_REQUIRED WORK_
The answer is to be the lines of the material from its start through the line containing "0 2px,transparent 0", each copied exactly; no pictures.

^^^^^^^^^^^^^^^^

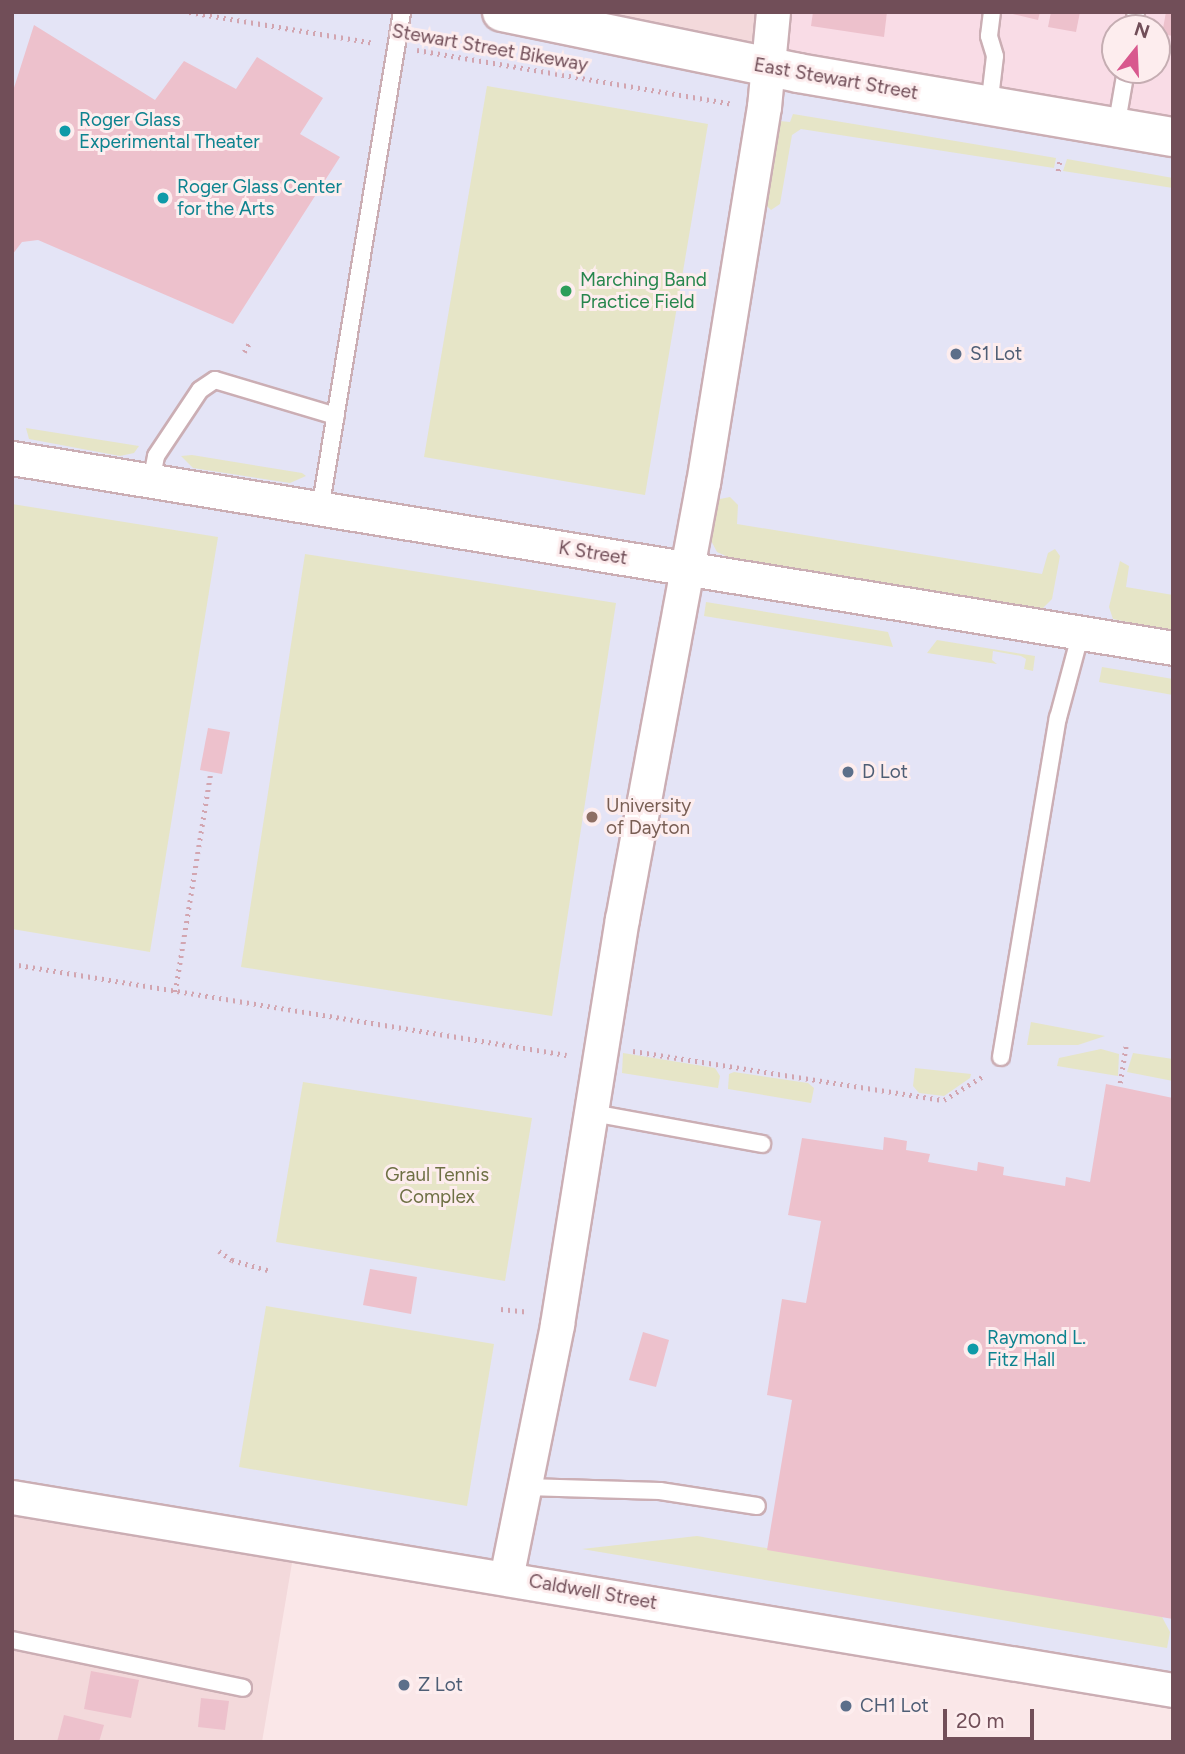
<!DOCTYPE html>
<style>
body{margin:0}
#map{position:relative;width:1185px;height:1754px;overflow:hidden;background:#fae7e8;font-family:Figtree,sans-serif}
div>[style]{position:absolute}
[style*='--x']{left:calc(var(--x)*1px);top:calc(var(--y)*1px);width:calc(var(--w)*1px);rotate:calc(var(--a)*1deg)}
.residential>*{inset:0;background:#f3d9db}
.commercial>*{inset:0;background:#f9dce6}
.education>*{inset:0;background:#e4e4f6}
.green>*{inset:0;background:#e6e5c7}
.building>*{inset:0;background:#edc1cc}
.path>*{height:4.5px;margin-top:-2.25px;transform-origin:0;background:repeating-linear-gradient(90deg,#d2a5b0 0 2px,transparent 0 7px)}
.roads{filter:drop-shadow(2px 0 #cbaeb4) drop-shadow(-2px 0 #cbaeb4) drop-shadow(0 2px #cbaeb4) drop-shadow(0 -2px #cbaeb4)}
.service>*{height:16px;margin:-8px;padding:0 8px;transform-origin:8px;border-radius:8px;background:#fff}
.minor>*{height:33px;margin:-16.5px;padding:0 16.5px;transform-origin:16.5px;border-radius:16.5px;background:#fff}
.secondary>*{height:38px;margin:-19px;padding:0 19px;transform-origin:19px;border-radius:19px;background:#fff}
.dots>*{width:19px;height:19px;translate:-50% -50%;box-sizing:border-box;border:4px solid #fdedee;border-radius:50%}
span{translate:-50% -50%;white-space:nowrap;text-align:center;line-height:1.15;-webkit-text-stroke:6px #fdedee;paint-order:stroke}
.street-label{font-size:19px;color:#714e58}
.culture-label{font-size:19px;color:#0d838f}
.left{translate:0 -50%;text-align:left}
.leisure-label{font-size:19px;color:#27864d}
.service-label{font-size:19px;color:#4e5e75}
.education-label{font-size:19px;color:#785e54}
.park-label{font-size:19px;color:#6e7044}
.frame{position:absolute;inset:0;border:14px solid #714e58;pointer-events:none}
.north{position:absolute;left:1101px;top:14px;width:70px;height:70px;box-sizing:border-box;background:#fdedee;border:2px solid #c5adb2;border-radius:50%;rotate:18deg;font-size:19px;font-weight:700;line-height:28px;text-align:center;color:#714e58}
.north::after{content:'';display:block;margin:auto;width:24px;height:32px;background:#d8598e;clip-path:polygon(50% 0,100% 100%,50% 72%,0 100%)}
.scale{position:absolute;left:943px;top:1709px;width:91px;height:32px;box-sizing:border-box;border:4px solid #714e58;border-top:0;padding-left:9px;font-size:21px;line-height:24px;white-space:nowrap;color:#714e58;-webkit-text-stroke:5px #fdedee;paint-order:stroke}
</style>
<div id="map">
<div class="residential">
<div style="clip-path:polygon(568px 12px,763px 12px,758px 51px)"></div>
<div style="clip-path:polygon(12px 1500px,295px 1545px,262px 1742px,12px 1742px)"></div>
</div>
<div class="commercial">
<div style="clip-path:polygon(evenodd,791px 12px,1173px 12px,1173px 119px,786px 57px,791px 12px,1115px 28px,1157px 28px,1157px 70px,1115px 70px,1115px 28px)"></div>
</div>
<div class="education">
<div style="clip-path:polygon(12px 12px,502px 12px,1173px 137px,1173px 1687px,12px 1497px)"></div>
</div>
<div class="green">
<div style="clip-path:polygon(487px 86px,708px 124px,645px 495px,424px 457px)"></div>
<div style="clip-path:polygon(793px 114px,878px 128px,1056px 158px,1054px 168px,801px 129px,792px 135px,780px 204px,771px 210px,765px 204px,780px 121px,790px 122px)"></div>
<div style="clip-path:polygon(1067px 159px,1173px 178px,1173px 188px,1063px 171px)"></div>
<div style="clip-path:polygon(26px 428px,139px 446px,134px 453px,120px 456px,29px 439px)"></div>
<div style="clip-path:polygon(192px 455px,302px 473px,306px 476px,290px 483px,193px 468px,181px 456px)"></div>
<div style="clip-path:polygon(730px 497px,738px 505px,737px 524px,1042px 574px,1048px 553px,1055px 549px,1060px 556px,1052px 599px,1041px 610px,730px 558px,717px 552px,708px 535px,715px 500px)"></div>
<div style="clip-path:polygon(12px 504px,218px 537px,150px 952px,12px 929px)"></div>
<div style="clip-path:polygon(305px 554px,616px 603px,552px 1016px,241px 967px)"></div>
<div style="clip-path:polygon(1120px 561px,1129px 566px,1126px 587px,1173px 595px,1173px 632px,1113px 619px,1109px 607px)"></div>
<div style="clip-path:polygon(706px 602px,888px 632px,893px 647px,704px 616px)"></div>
<div style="clip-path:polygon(937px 640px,1035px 656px,1033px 671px,1024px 669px,1026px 659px,1021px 656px,993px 651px,992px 660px,997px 664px,927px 653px)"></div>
<div style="clip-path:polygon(1102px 667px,1173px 679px,1173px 695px,1099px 682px)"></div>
<div style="clip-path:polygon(1031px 1022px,1105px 1036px,1078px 1045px,1027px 1045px)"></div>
<div style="clip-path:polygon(1101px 1049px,1119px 1054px,1118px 1076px,1057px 1066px,1059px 1058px)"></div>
<div style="clip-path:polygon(623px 1053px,715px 1068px,720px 1076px,718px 1088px,622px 1073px)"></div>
<div style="clip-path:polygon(1133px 1053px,1173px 1059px,1173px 1081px,1127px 1072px)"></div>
<div style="clip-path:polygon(915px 1068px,971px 1074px,970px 1078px,944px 1096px,919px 1093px,913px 1086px)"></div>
<div style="clip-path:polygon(734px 1072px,808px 1083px,814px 1088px,811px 1103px,728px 1089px,729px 1074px)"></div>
<div style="clip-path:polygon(303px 1082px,532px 1118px,505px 1281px,276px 1242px)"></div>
<div style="clip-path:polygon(266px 1306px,494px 1344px,467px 1506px,239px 1467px)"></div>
<div style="clip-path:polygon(697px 1536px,1162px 1617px,1170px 1632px,1167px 1648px,582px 1549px)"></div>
</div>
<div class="building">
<div style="clip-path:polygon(813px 12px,887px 12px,884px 37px,811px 26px)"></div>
<div style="clip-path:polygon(1004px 12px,1040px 12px,1038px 20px)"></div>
<div style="clip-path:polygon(1051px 12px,1080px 12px,1076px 32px,1048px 27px)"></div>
<div style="clip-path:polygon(1166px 12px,1173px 12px,1173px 36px,1162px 34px)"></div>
<div style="clip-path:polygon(34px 25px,155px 100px,184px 61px,236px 89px,257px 57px,323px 98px,300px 134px,340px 157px,233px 324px,38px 240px,22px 242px,12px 255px,12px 94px)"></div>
<div style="clip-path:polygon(208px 728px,230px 732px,222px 774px,200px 770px)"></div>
<div style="clip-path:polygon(1106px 1084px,1173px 1098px,1173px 1619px,767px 1550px,792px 1400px,767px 1395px,782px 1299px,806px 1303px,821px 1221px,788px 1215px,802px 1138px,883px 1150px,884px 1137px,896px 1139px,907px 1141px,906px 1150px,930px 1154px,928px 1162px,977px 1171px,978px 1162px,1004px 1167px,1003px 1175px,1065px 1186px,1066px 1177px,1090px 1182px)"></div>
<div style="clip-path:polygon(370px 1269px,417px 1277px,411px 1314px,363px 1305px)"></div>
<div style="clip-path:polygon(643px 1332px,669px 1340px,656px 1387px,629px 1380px)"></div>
<div style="clip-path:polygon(91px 1671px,139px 1680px,131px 1718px,84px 1709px)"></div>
<div style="clip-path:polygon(201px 1698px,229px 1701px,225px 1730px,198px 1727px)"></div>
<div style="clip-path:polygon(64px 1715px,104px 1725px,99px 1742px,57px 1742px)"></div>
</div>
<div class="path">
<div style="--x:189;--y:12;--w:188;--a:9.5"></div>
<div style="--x:417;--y:50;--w:321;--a:9.7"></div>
<div style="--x:1058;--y:171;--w:12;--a:-81"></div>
<div style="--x:244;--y:352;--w:12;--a:-59"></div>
<div style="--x:12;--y:964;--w:562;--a:9.31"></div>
<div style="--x:175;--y:992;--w:220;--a:-80.8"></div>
<div style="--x:633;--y:1051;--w:315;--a:9"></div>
<div style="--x:944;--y:1100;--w:48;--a:-31.4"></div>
<div style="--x:1120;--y:1083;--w:37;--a:-81"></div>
<div style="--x:219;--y:1251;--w:16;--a:35"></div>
<div style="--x:232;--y:1260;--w:41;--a:15.8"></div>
<div style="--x:501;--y:1309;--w:27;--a:6"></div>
</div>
<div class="roads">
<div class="service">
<div style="--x:1133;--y:28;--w:16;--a:-79"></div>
<div style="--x:989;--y:107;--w:51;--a:-83.3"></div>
<div style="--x:995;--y:56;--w:21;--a:-107"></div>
<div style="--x:989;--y:36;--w:24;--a:-83"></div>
<div style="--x:1116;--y:128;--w:59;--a:-80.2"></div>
<div style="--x:151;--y:482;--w:26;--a:-79"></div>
<div style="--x:156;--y:456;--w:79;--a:-56.3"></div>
<div style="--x:200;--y:390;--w:18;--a:-34"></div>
<div style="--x:215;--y:380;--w:126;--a:16.6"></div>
<div style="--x:320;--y:510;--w:505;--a:-80.65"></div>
<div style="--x:1001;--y:1057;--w:344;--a:-80.5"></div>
<div style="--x:1058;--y:718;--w:89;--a:-75"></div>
<div style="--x:593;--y:1113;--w:172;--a:10.4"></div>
<div style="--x:526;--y:1487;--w:134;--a:1.7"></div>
<div style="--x:660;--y:1491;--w:98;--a:8.8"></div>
<div style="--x:12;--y:1640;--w:236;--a:11.7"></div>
</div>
<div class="minor">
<div style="--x:12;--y:458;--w:1176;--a:9.29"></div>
<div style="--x:12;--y:1497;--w:1177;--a:9.44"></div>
<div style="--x:506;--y:1578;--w:259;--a:-78.6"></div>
<div style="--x:557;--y:1324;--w:410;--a:-80.9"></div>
<div style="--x:622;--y:919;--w:443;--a:-79.5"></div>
<div style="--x:703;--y:483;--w:381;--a:-80.8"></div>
<div style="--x:764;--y:107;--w:95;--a:-84.6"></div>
</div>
<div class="secondary">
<div style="--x:502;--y:12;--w:302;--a:11.6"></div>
<div style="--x:798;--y:73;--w:380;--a:9.7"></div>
</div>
</div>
<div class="dots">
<div style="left:65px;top:131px;background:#0f9aa8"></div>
<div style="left:163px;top:198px;background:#0f9aa8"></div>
<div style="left:566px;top:291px;background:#2e9e5b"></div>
<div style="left:956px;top:354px;background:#5c6f8a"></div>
<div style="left:848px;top:772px;background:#5c6f8a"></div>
<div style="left:592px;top:817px;background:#8d6e63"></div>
<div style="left:973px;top:1349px;background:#0f9aa8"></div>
<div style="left:404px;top:1685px;background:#5c6f8a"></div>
<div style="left:846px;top:1706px;background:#5c6f8a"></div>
</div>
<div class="street-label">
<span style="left:490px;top:48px;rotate:10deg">Stewart Street Bikeway</span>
<span style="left:836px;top:79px;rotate:10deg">East Stewart Street</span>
<span style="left:593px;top:553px;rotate:9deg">K Street</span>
<span style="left:593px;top:1592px;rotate:10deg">Caldwell Street</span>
</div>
<div class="culture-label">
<span class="left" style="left:79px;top:131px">Roger Glass<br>Experimental Theater</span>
<span class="left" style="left:177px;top:198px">Roger Glass Center<br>for the Arts</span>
<span class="left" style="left:987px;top:1349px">Raymond L.<br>Fitz Hall</span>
</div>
<div class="leisure-label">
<span class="left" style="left:580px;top:291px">Marching Band<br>Practice Field</span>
</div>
<div class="service-label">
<span class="left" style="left:970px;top:354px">S1 Lot</span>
<span class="left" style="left:862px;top:772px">D Lot</span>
<span class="left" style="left:418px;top:1685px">Z Lot</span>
<span class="left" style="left:860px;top:1706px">CH1 Lot</span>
</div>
<div class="education-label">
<span class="left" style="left:606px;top:817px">University<br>of Dayton</span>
</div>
<div class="park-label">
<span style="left:437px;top:1186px">Graul Tennis<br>Complex</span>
</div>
<div class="frame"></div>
<div class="north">N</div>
<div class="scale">20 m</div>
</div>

^^^^^^^^^^^^^^^^

_TASK RESPONSE_
<!DOCTYPE html>
<style>
body{margin:0}
#map{position:relative;width:1185px;height:1754px;overflow:hidden;background:#fae7e8;font-family:Figtree,sans-serif}
div>[style]{position:absolute}
[style*='--x']{left:calc(var(--x)*1px);top:calc(var(--y)*1px);width:calc(var(--w)*1px);rotate:calc(var(--a)*1deg)}
.residential>*{inset:0;background:#f3d9db}
.commercial>*{inset:0;background:#f9dce6}
.education>*{inset:0;background:#e4e4f6}
.green>*{inset:0;background:#e6e5c7}
.building>*{inset:0;background:#edc1cc}
.path>*{height:4.5px;margin-top:-2.25px;transform-origin:0;background:repeating-linear-gradient(90deg,#d2a5b0 0 2px,transparent 0 7px)}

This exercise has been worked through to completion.